Information shown
──────────────────────────────

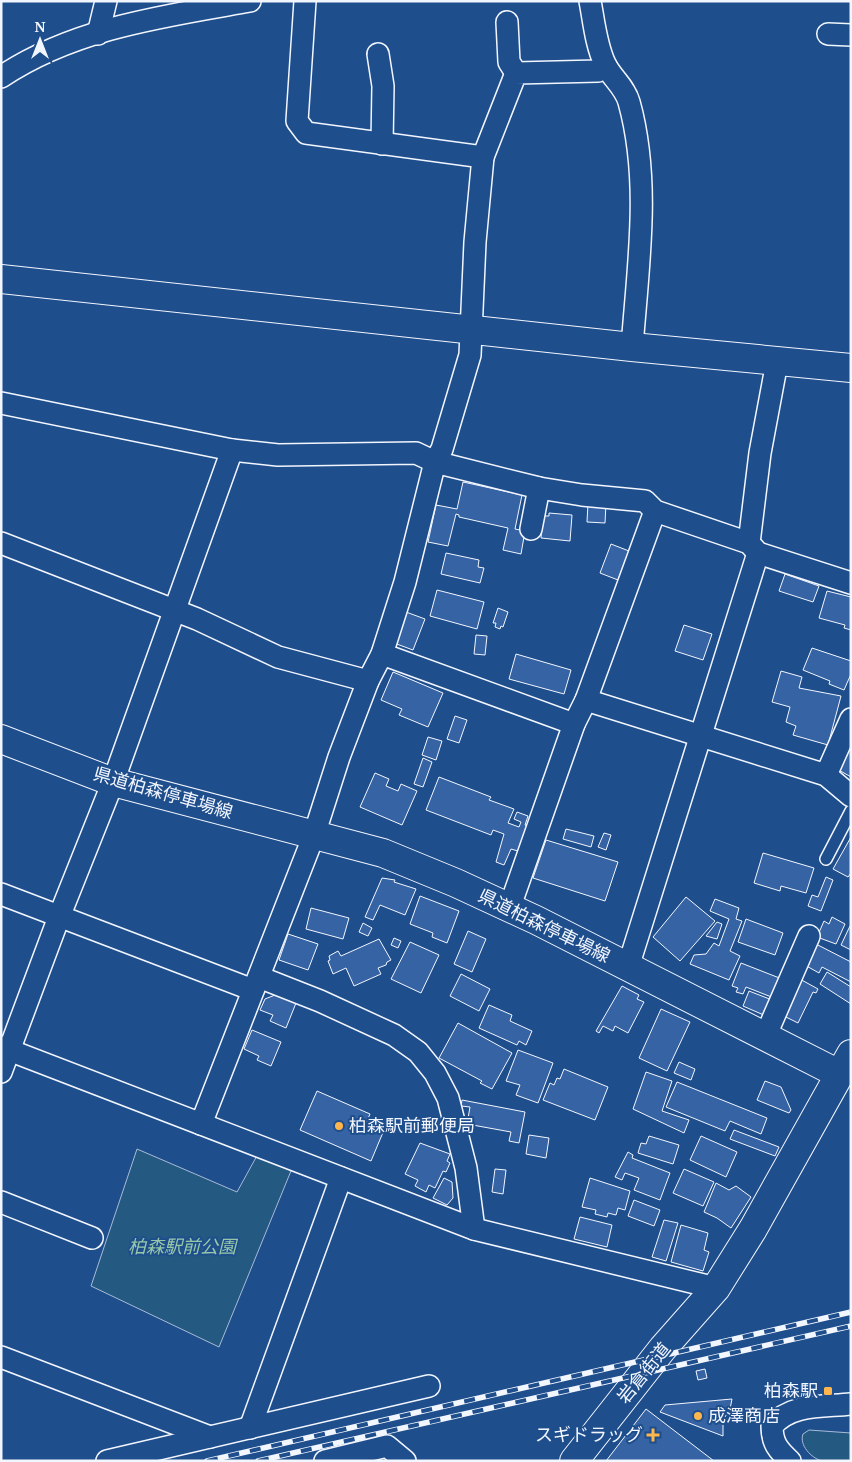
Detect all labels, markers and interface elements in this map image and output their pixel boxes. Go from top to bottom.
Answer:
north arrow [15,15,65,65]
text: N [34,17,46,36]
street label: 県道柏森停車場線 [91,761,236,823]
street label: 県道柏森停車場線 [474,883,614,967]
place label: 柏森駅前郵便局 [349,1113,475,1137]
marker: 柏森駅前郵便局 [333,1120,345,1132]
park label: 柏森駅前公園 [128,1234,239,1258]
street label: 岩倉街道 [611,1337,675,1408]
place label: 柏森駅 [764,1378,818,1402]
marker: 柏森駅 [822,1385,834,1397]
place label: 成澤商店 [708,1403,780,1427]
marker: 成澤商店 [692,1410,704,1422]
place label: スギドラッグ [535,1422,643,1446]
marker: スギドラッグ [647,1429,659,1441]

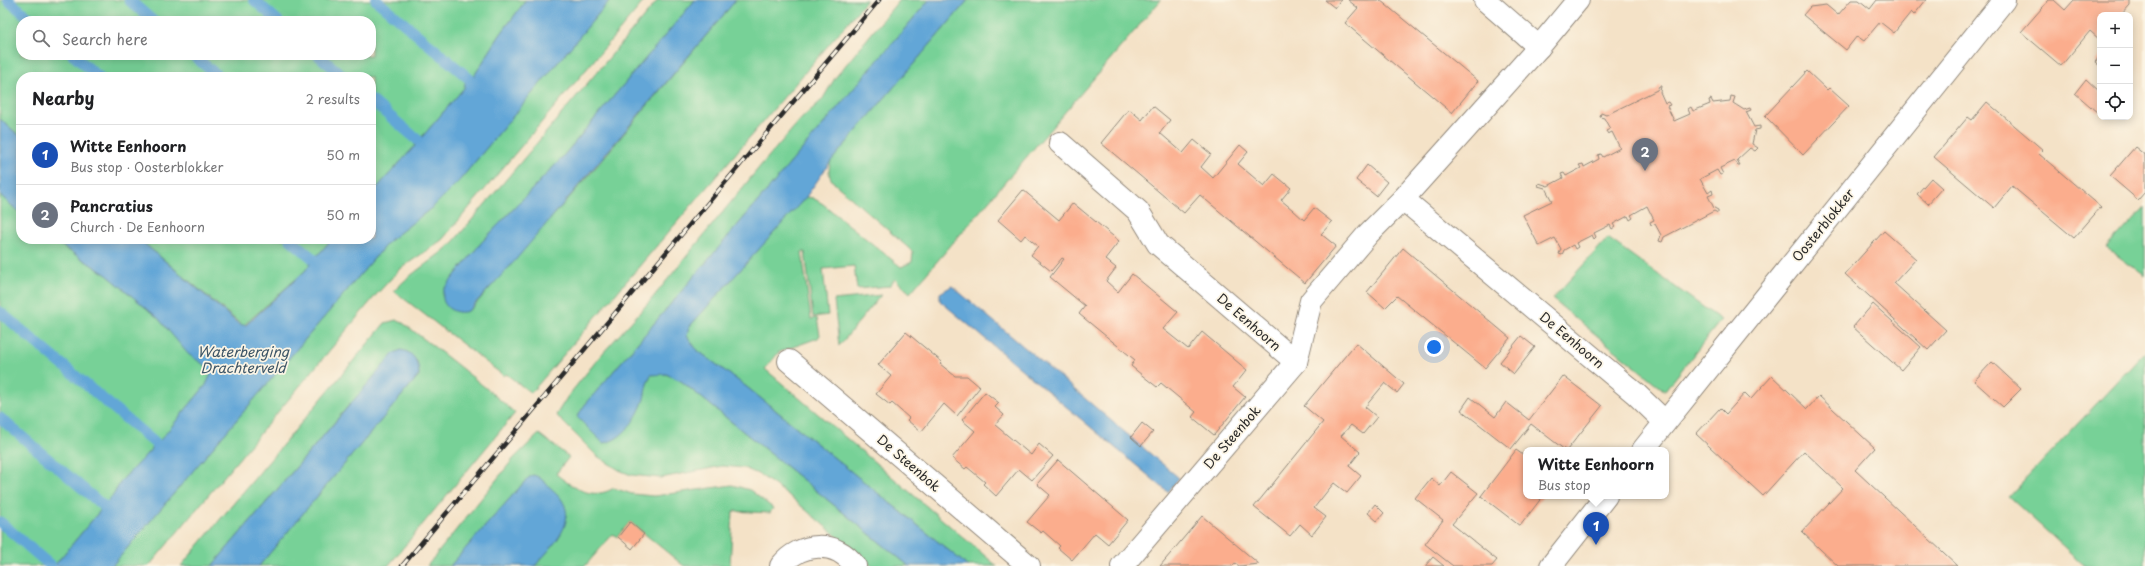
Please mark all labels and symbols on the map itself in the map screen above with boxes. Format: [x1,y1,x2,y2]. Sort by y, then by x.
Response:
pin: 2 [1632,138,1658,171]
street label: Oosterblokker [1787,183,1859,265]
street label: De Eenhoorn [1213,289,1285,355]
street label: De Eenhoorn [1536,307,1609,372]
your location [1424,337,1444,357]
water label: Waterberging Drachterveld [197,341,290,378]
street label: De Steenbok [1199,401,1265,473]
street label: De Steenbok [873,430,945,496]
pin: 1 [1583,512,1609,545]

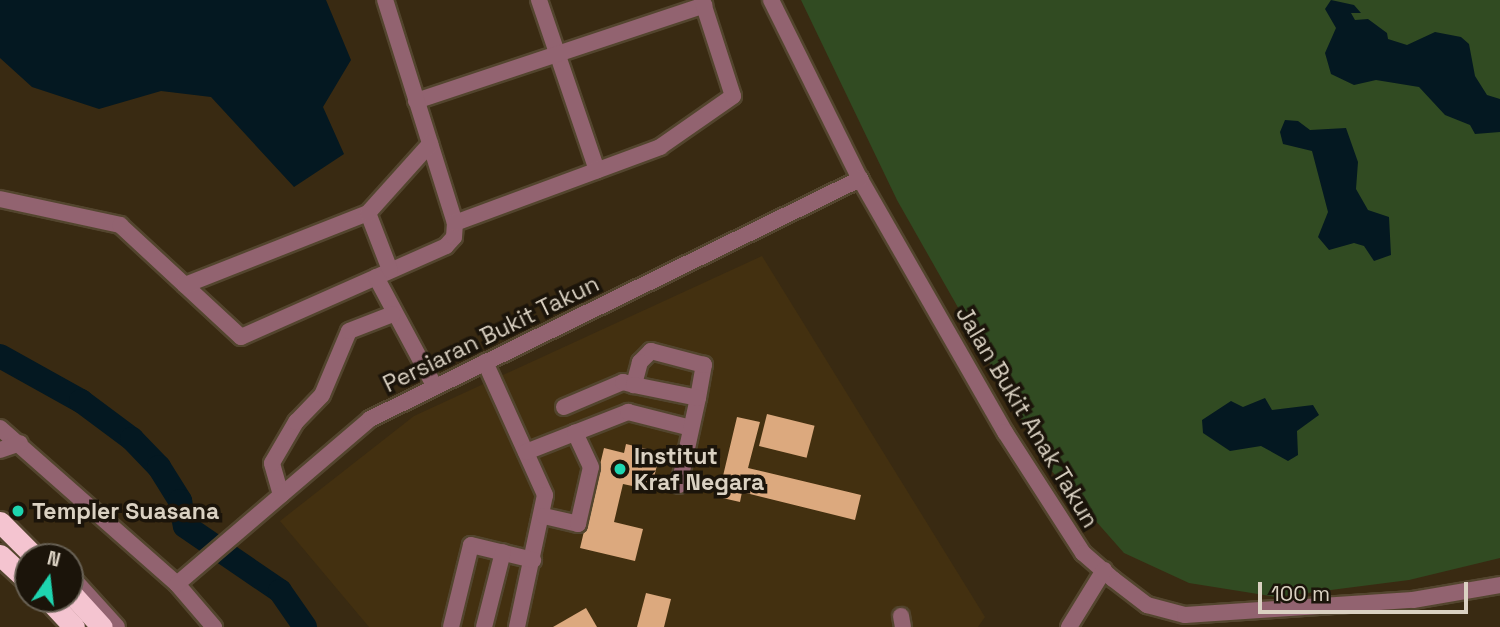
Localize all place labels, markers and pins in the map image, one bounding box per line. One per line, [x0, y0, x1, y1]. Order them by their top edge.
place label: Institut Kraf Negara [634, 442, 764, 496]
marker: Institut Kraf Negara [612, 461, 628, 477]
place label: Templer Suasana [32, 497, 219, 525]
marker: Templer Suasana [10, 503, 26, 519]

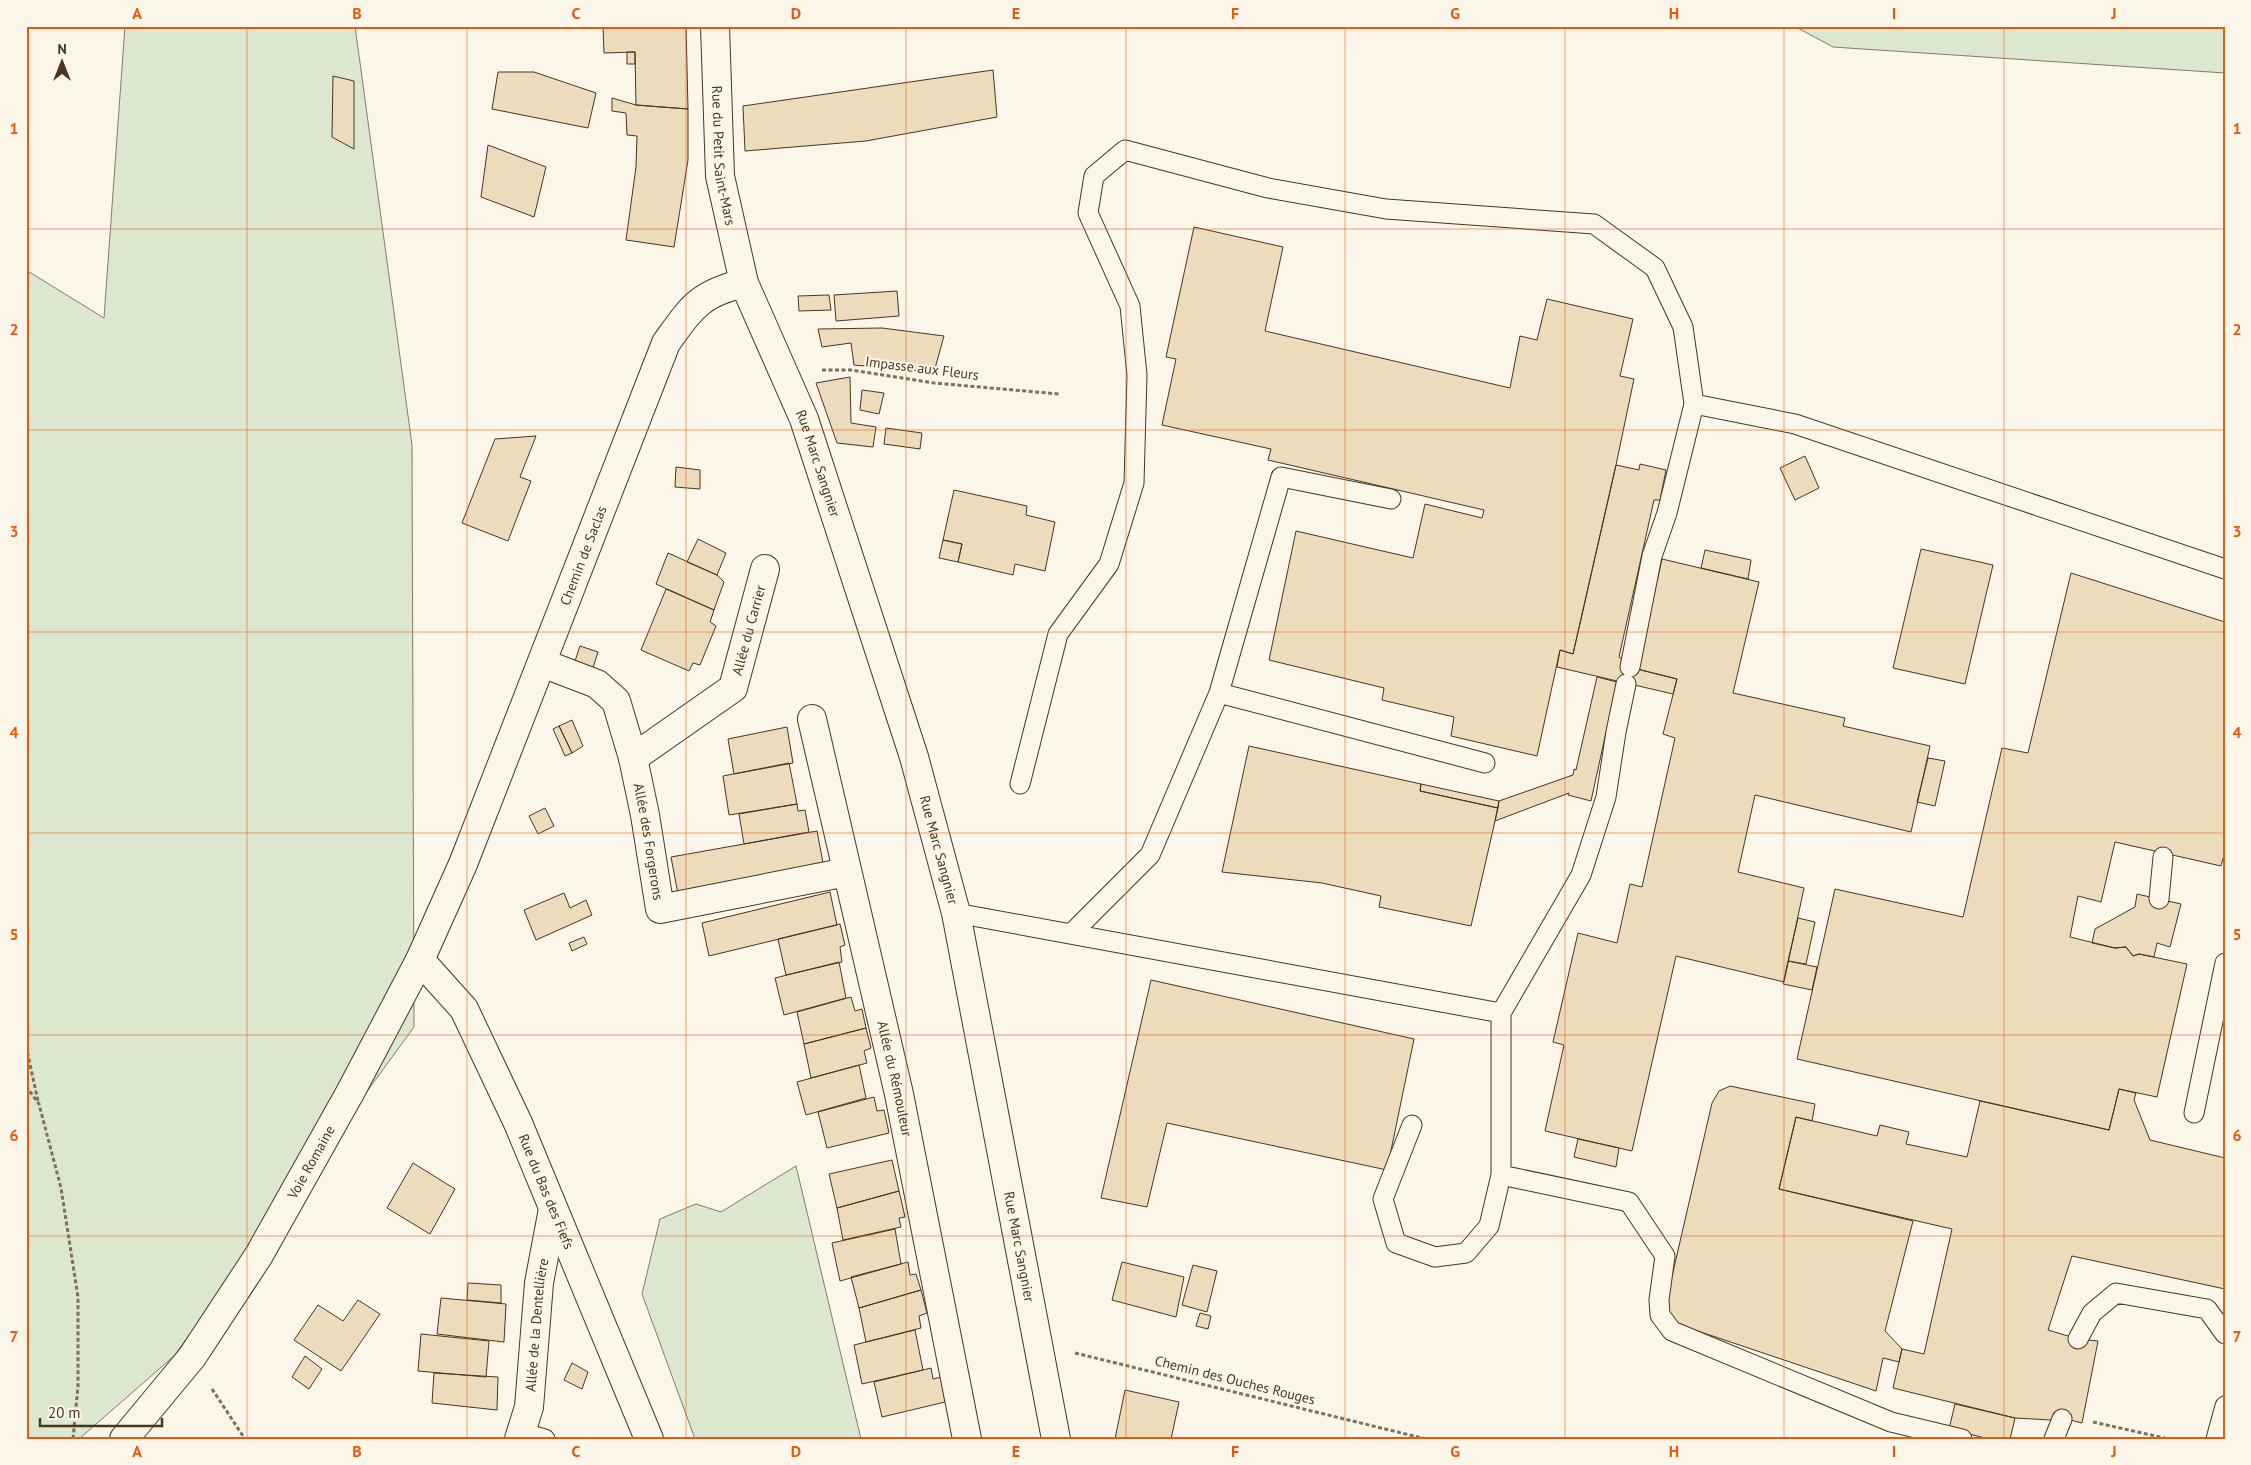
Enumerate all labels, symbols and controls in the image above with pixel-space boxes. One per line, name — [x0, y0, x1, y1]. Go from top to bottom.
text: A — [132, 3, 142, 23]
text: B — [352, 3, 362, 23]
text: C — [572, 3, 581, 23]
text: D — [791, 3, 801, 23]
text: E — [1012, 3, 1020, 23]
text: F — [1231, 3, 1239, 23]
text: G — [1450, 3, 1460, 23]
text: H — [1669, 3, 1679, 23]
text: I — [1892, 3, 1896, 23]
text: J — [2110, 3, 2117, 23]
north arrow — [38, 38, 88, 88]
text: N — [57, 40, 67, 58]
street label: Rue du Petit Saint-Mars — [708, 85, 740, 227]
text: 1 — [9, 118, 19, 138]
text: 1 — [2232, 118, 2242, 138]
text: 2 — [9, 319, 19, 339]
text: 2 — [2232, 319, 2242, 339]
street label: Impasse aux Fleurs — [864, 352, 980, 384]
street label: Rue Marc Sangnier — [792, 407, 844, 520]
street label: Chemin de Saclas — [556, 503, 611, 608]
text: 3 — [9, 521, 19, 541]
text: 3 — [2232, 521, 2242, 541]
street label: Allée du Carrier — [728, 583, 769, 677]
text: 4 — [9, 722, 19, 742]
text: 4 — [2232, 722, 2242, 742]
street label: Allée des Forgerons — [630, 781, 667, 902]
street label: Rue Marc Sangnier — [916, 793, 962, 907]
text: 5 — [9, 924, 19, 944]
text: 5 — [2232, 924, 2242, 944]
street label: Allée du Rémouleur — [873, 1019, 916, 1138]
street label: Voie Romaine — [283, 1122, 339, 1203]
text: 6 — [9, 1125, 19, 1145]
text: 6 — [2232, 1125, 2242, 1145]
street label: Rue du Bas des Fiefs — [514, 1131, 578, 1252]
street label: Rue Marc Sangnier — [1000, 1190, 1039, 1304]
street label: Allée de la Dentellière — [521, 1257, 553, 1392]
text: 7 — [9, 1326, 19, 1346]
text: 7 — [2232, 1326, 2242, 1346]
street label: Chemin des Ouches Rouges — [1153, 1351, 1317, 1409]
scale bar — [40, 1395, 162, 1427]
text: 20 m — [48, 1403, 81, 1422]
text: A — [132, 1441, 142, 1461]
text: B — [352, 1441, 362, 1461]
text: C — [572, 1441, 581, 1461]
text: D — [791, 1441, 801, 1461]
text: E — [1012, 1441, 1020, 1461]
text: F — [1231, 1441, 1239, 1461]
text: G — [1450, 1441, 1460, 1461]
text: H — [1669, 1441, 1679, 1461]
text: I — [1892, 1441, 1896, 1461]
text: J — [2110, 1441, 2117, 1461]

──────────────────────────────

Task objective
Quote, please, every line of the material above from its start through the line that has "Please mark all", reproducing the words exactly and dropping any images.

Solution
Detect all labels, markers and interface elements in this map image and output their pixel boxes. Go from top to bottom.
Answer:
north arrow [15,15,65,65]
text: N [34,17,46,36]
street label: 県道柏森停車場線 [91,761,236,823]
street label: 県道柏森停車場線 [474,883,614,967]
place label: 柏森駅前郵便局 [349,1113,475,1137]
marker: 柏森駅前郵便局 [333,1120,345,1132]
park label: 柏森駅前公園 [128,1234,239,1258]
street label: 岩倉街道 [611,1337,675,1408]
place label: 柏森駅 [764,1378,818,1402]
marker: 柏森駅 [822,1385,834,1397]
place label: 成澤商店 [708,1403,780,1427]
marker: 成澤商店 [692,1410,704,1422]
place label: スギドラッグ [535,1422,643,1446]
marker: スギドラッグ [647,1429,659,1441]

Please mark all labels and symbols on the map itself in the map screen above with boxes. Format: [x1,y1,x2,y2]. Sort by y, then by x.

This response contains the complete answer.